▸ **Records shown**
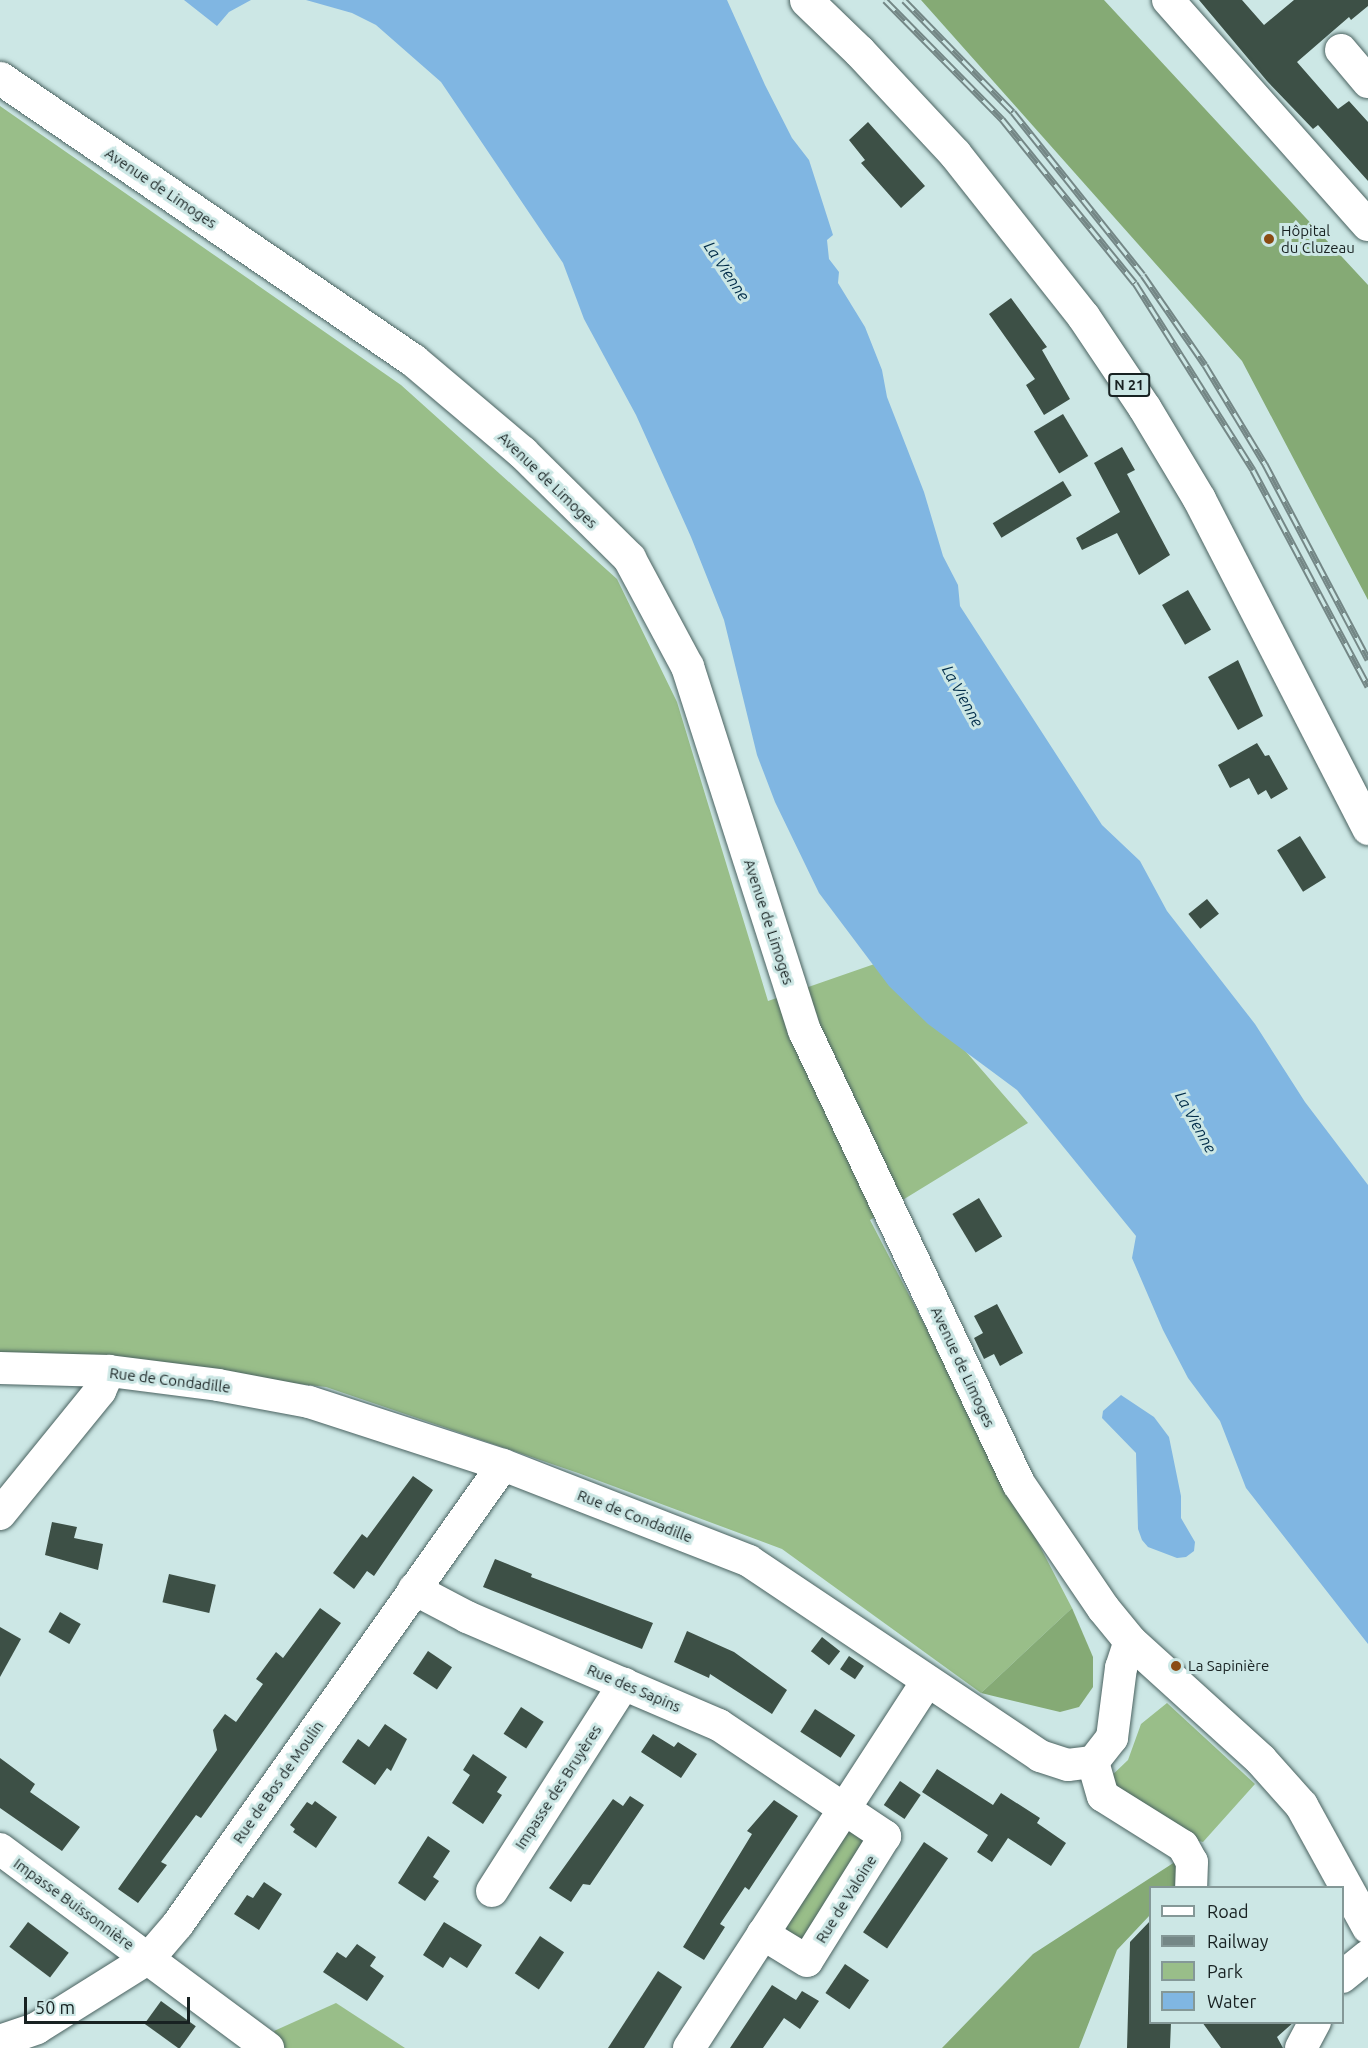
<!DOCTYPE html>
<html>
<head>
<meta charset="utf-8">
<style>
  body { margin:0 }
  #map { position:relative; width:1368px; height:2048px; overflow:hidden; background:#cce7e5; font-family:Ubuntu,sans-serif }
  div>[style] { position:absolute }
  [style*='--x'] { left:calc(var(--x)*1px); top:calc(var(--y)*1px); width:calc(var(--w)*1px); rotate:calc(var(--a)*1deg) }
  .green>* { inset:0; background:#99be89; transform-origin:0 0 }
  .forest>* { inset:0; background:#85aa75 }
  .water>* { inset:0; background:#80b6e2 }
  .building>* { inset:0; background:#3d5046; transform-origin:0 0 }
  .roads { filter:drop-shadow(0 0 2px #4a6260) drop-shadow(0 0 2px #4a6260) }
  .minor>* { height:32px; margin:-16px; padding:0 16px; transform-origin:16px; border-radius:16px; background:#fff }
  .major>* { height:33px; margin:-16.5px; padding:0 16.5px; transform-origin:16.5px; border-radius:16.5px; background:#fff }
  .rail>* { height:7px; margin-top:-3.5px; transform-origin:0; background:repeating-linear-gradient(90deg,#cce7e5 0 14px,#748786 0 28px); box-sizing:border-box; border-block:2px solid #748786 }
  .dots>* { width:16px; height:16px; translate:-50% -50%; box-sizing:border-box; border:3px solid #cce7e5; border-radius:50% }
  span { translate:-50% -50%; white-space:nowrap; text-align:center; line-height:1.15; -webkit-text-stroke:6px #cce7e5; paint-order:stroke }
  .shield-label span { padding:2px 4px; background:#cce7e5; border:2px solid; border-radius:4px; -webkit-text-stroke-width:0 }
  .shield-label { font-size:14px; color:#182222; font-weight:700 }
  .street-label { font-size:15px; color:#182222 }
  .poi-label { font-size:15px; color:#182222 }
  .left { translate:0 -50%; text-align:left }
  .water-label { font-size:16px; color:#012c49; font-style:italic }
  .legend { position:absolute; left:1149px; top:1886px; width:195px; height:138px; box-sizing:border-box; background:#cce7e5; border:2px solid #849897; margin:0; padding:8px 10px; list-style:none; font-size:18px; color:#182222 }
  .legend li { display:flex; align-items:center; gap:12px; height:30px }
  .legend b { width:30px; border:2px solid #849897 }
  .scale { position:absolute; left:24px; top:1997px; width:166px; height:27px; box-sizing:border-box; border:3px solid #182222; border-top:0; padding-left:8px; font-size:18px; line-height:21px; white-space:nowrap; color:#182222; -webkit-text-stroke:4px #cce7e5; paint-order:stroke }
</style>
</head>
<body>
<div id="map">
  <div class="green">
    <div style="clip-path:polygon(0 106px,401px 385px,617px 579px,677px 702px,768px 1001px,886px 960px,1028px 1123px,870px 1220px,1072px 1608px,981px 1693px,782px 1549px,578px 1473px,326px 1387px,99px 1360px,0 1360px)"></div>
    <div style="clip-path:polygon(1167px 1703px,1255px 1784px,1203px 1842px,1188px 1838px,1105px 1782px,1128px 1760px,1141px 1724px)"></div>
    <div style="left:848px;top:1830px;width:25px;height:121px;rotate:34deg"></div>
    <div style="clip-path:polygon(336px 2003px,405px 2048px,285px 2048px,274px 2031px)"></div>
  </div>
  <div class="forest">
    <div style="clip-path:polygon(921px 0,1104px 0,1368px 285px,1368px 600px,1242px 361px)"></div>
    <div style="clip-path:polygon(1072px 1608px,1093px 1657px,1093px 1687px,1079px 1707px,1060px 1712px,981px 1693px)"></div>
    <div style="clip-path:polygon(1181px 1858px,1178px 1887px,1150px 1888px,1150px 1915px,1117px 1950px,1079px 2048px,942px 2048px,1033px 1954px)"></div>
  </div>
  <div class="water">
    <div style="clip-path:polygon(184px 0,251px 0,229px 12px,217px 26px)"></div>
    <div style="clip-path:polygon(306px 0,727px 0,765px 85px,792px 138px,809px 160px,833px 235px,827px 240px,829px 259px,839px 272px,838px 283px,865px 327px,882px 370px,887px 397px,924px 492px,943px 556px,958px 585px,960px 606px,1102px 825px,1140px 861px,1167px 911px,1255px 1024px,1305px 1102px,1368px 1185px,1368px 1644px,1246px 1488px,1220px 1421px,1188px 1378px,1163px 1330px,1132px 1258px,1136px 1236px,1017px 1090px,928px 1024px,889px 986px,819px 893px,775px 802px,757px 755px,724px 620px,691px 537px,636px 415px,584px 319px,563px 263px,441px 82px,376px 25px,352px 13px)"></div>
    <div style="clip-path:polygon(1121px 1395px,1154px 1417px,1169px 1437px,1181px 1496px,1181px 1518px,1195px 1542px,1194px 1551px,1186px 1557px,1177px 1558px,1148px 1547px,1142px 1540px,1138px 1529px,1136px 1453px,1102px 1418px,1103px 1411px)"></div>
  </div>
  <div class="building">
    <div style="clip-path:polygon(1199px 0,1242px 0,1264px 25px,1294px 0,1368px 0,1368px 6px,1351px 20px,1349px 17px,1297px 62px,1338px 109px,1349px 101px,1368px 122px,1368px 181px,1318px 125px,1313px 129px,1267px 81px)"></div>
    <div style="clip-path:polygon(868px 122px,925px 186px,901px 208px,861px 163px,865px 160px,849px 140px)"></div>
    <div style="clip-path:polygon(1011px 298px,1047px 347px,1042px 350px,1070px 399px,1044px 415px,1026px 385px,1035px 379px,989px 314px)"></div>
    <div style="left:1063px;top:414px;width:49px;height:34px;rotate:59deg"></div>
    <div style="clip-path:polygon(1122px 447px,1135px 470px,1127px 474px,1170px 555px,1139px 575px,1117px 533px,1082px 550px,1076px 538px,1120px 512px,1094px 463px)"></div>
    <div style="left:1063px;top:481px;width:17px;height:82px;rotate:59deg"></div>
    <div style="left:1188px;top:590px;width:46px;height:30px;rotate:60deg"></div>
    <div style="clip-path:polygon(1238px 660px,1263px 716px,1238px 730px,1208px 677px)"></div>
    <div style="clip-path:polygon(1257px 743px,1265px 756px,1269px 755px,1288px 789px,1271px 799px,1266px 790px,1258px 795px,1249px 778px,1230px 788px,1218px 765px)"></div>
    <div style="left:1300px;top:836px;width:49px;height:27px;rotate:58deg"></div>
    <div style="left:1207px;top:899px;width:19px;height:24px;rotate:51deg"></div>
    <div style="left:979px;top:1198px;width:45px;height:31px;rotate:59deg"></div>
    <div style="clip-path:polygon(997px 1304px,1023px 1353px,1000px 1366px,994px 1354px,984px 1359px,974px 1338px,983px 1333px,974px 1316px)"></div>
    <div style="clip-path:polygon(413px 1476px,433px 1490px,374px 1576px,367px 1571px,354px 1589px,333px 1573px,362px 1534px,367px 1538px)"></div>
    <div style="clip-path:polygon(52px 1522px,77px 1527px,74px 1538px,103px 1544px,98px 1570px,45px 1555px)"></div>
    <div style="clip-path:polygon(495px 1559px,532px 1574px,531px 1577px,653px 1623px,642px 1649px,483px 1587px)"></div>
    <div style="left:169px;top:1574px;width:48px;height:29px;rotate:13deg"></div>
    <div style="clip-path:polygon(320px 1608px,341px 1623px,201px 1818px,196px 1815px,161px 1862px,167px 1865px,138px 1903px,118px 1889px,217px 1750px,213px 1730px,225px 1714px,236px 1722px,263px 1684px,256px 1679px,276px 1652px,283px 1658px)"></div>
    <div style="left:60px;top:1612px;width:24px;height:23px;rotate:30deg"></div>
    <div style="clip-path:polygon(0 1627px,21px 1639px,0 1677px)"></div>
    <div style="clip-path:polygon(687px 1631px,734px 1652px,787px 1690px,772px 1714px,710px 1674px,709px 1678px,674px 1662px)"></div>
    <div style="left:822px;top:1637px;width:23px;height:18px;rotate:38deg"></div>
    <div style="left:428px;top:1651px;width:29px;height:27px;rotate:34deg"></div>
    <div style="left:849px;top:1656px;width:18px;height:16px;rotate:34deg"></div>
    <div style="left:521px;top:1707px;width:27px;height:32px;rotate:33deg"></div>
    <div style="left:815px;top:1709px;width:48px;height:27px;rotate:33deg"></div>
    <div style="clip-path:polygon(385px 1724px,407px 1739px,391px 1771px,387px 1768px,375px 1785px,342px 1762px,358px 1739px,369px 1747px)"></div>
    <div style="clip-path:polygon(653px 1734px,674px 1747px,678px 1742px,697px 1754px,681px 1778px,641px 1752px)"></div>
    <div style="clip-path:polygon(473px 1754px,507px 1777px,497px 1792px,502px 1795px,483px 1824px,452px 1803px,470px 1775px,463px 1770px)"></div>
    <div style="clip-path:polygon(0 1758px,35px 1784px,30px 1792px,80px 1827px,62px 1851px,0 1808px)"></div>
    <div style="clip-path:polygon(937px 1769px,993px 1805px,1001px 1793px,1040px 1818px,1037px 1823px,1066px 1843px,1051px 1866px,1008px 1838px,992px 1862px,977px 1852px,988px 1835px,922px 1792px)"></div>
    <div style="left:900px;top:1781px;width:25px;height:29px;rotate:34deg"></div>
    <div style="clip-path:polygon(630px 1796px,644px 1805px,590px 1885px,583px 1884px,571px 1902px,549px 1888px,613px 1799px,623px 1806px)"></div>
    <div style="clip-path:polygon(774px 1800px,798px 1816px,749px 1890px,745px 1887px,720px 1924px,725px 1927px,704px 1960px,683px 1947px,752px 1834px,747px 1831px)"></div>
    <div style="clip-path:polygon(315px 1801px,337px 1817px,316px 1848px,293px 1832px,295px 1829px,290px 1825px,307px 1802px,312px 1805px)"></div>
    <div style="clip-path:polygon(428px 1836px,450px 1851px,433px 1877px,439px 1881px,425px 1901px,398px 1883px)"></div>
    <div style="left:924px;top:1842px;width:29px;height:109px;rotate:34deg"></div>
    <div style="clip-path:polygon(264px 1882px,282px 1894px,259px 1930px,234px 1914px,247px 1895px,253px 1898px)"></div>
    <div style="clip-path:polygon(1150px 1921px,1150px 2022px,1171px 2022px,1170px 2048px,1127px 2048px,1130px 1942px)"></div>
    <div style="left:28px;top:1922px;width:51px;height:31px;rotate:37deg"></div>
    <div style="clip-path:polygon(444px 1922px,482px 1945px,467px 1968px,450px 1957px,443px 1968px,423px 1955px)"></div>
    <div style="left:540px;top:1936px;width:29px;height:45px;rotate:34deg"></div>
    <div style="clip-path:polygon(357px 1944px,376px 1957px,370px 1966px,384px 1976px,367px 2001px,323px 1972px,337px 1952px,346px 1958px)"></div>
    <div style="left:845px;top:1964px;width:29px;height:35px;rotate:34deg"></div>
    <div style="clip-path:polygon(658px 1971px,682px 1987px,644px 2048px,608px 2048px)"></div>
    <div style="clip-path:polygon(772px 1985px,796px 2000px,802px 1991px,819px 2001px,800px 2029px,784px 2018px,763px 2048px,730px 2048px)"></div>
    <div style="left:161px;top:2001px;width:43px;height:28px;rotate:36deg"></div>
    <div style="clip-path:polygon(1202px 2022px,1294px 2022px,1277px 2037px,1283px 2048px,1221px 2048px)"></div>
  </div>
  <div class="roads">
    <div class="minor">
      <div style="--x:1168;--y:0;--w:301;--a:48.4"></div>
      <div style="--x:1341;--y:50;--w:42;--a:49.8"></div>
      <div style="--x:0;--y:1368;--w:109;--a:1.6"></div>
      <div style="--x:109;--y:1371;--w:110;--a:7.3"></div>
      <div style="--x:218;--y:1385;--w:93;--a:10.6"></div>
      <div style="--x:309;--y:1402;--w:204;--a:18"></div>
      <div style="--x:503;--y:1465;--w:264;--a:21.3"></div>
      <div style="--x:749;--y:1561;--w:350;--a:33.8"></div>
      <div style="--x:1040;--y:1756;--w:29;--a:18"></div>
      <div style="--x:1068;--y:1765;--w:25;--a:-7"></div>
      <div style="--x:1093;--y:1762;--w:31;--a:-52"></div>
      <div style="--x:1112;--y:1738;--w:71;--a:-82.7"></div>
      <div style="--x:1121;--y:1668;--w:28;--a:-72"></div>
      <div style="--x:0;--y:1514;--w:159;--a:-50.9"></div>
      <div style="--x:100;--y:1391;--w:22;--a:-66"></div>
      <div style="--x:414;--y:1589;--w:60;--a:27.8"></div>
      <div style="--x:467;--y:1617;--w:274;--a:23.2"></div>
      <div style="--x:719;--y:1725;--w:200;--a:33.8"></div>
      <div style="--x:885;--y:1836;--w:147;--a:122"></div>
      <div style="--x:807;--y:1961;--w:52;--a:-148.5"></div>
      <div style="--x:1093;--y:1762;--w:35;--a:74"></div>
      <div style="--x:1103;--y:1796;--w:94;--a:32"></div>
      <div style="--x:1183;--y:1846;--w:18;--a:61"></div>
      <div style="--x:1192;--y:1862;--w:26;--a:92"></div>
      <div style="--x:0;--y:1849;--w:334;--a:36.6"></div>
      <div style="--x:492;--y:1891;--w:246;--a:-57.5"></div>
      <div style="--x:1342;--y:1977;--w:33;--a:-39"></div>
      <div style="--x:0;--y:2041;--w:39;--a:-19"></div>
      <div style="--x:37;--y:2028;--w:132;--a:-32"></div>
      <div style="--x:149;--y:1958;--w:45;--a:-49.5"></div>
      <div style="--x:178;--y:1924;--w:562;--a:-54.7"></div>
      <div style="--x:689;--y:2048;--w:437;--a:-57"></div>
      <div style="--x:1301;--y:2048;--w:30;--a:-62"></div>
    </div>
    <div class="major">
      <div style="--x:806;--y:0;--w:74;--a:43.9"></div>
      <div style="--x:859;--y:51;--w:141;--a:47"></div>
      <div style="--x:955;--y:154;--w:206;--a:51.7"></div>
      <div style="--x:1083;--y:316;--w:110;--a:56.2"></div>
      <div style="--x:1144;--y:407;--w:107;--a:59.1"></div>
      <div style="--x:1199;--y:499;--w:370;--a:62.8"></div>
      <div style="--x:0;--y:78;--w:500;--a:34.33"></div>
      <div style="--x:413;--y:360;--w:143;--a:40.2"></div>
      <div style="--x:522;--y:452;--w:151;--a:44.7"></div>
      <div style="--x:629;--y:558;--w:123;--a:61.8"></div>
      <div style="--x:687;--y:666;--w:382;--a:72.2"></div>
      <div style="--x:804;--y:1030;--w:501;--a:64.71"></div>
      <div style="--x:1018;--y:1483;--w:151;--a:55.8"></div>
      <div style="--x:1103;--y:1608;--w:43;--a:50.7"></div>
      <div style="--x:1130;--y:1641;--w:176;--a:42.2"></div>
      <div style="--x:1260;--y:1759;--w:62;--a:48.3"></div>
      <div style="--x:1301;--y:1805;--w:139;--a:61.2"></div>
    </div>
  </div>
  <div class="rail">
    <div style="--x:885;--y:0;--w:167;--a:45.5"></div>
    <div style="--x:1002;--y:119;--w:211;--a:51"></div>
    <div style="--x:1135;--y:283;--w:221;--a:57.7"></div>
    <div style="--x:1253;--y:470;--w:245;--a:62"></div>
    <div style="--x:904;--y:0;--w:156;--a:45.8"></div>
    <div style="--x:1013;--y:112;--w:208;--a:51.4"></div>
    <div style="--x:1143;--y:275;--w:109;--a:55.4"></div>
    <div style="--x:1205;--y:365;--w:116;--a:58.8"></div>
    <div style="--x:1265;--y:464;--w:221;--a:62.2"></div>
  </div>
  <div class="dots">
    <div style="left:1269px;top:239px;background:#8a4b13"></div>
    <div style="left:1176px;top:1666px;background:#8a4b13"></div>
  </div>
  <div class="shield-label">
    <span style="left:1129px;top:385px">N 21</span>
  </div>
  <div class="street-label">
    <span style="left:161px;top:188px;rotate:34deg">Avenue de Limoges</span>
    <span style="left:548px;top:480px;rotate:44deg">Avenue de Limoges</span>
    <span style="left:769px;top:922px;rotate:72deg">Avenue de Limoges</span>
    <span style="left:963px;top:1367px;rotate:65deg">Avenue de Limoges</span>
    <span style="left:170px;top:1380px;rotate:7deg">Rue de Condadille</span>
    <span style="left:635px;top:1516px;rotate:21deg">Rue de Condadille</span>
    <span style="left:634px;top:1688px;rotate:23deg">Rue des Sapins</span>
    <span style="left:278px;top:1782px;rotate:-55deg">Rue de Bos de Moulin</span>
    <span style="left:558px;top:1787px;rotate:-57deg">Impasse des Bruyères</span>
    <span style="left:846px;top:1899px;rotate:-58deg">Rue de Valoine</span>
    <span style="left:74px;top:1904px;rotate:36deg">Impasse Buissonnière</span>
  </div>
  <div class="poi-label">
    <span class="left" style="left:1281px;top:239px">Hôpital<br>du Cluzeau</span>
    <span class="left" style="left:1188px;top:1666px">La Sapinière</span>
  </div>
  <div class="water-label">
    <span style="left:727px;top:271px;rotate:56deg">La Vienne</span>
    <span style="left:963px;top:696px;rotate:61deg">La Vienne</span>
    <span style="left:1196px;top:1122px;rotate:61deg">La Vienne</span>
  </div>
  <ul class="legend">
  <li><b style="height:8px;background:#fff"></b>Road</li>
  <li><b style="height:8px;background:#748786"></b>Railway</li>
  <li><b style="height:16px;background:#99be89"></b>Park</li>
  <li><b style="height:16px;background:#80b6e2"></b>Water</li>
  </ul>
  <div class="scale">50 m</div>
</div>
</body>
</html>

▸ **Prompt**
Where pictures appear, drop them, and reproduce exactly only the lines running from the beginning of the data to the line that contains "filter:drop-shadow(0 0 2px", inclusive.

▸ **Answer area**
<!DOCTYPE html>
<html>
<head>
<meta charset="utf-8">
<style>
  body { margin:0 }
  #map { position:relative; width:1368px; height:2048px; overflow:hidden; background:#cce7e5; font-family:Ubuntu,sans-serif }
  div>[style] { position:absolute }
  [style*='--x'] { left:calc(var(--x)*1px); top:calc(var(--y)*1px); width:calc(var(--w)*1px); rotate:calc(var(--a)*1deg) }
  .green>* { inset:0; background:#99be89; transform-origin:0 0 }
  .forest>* { inset:0; background:#85aa75 }
  .water>* { inset:0; background:#80b6e2 }
  .building>* { inset:0; background:#3d5046; transform-origin:0 0 }
  .roads { filter:drop-shadow(0 0 2px #4a6260) drop-shadow(0 0 2px #4a6260) }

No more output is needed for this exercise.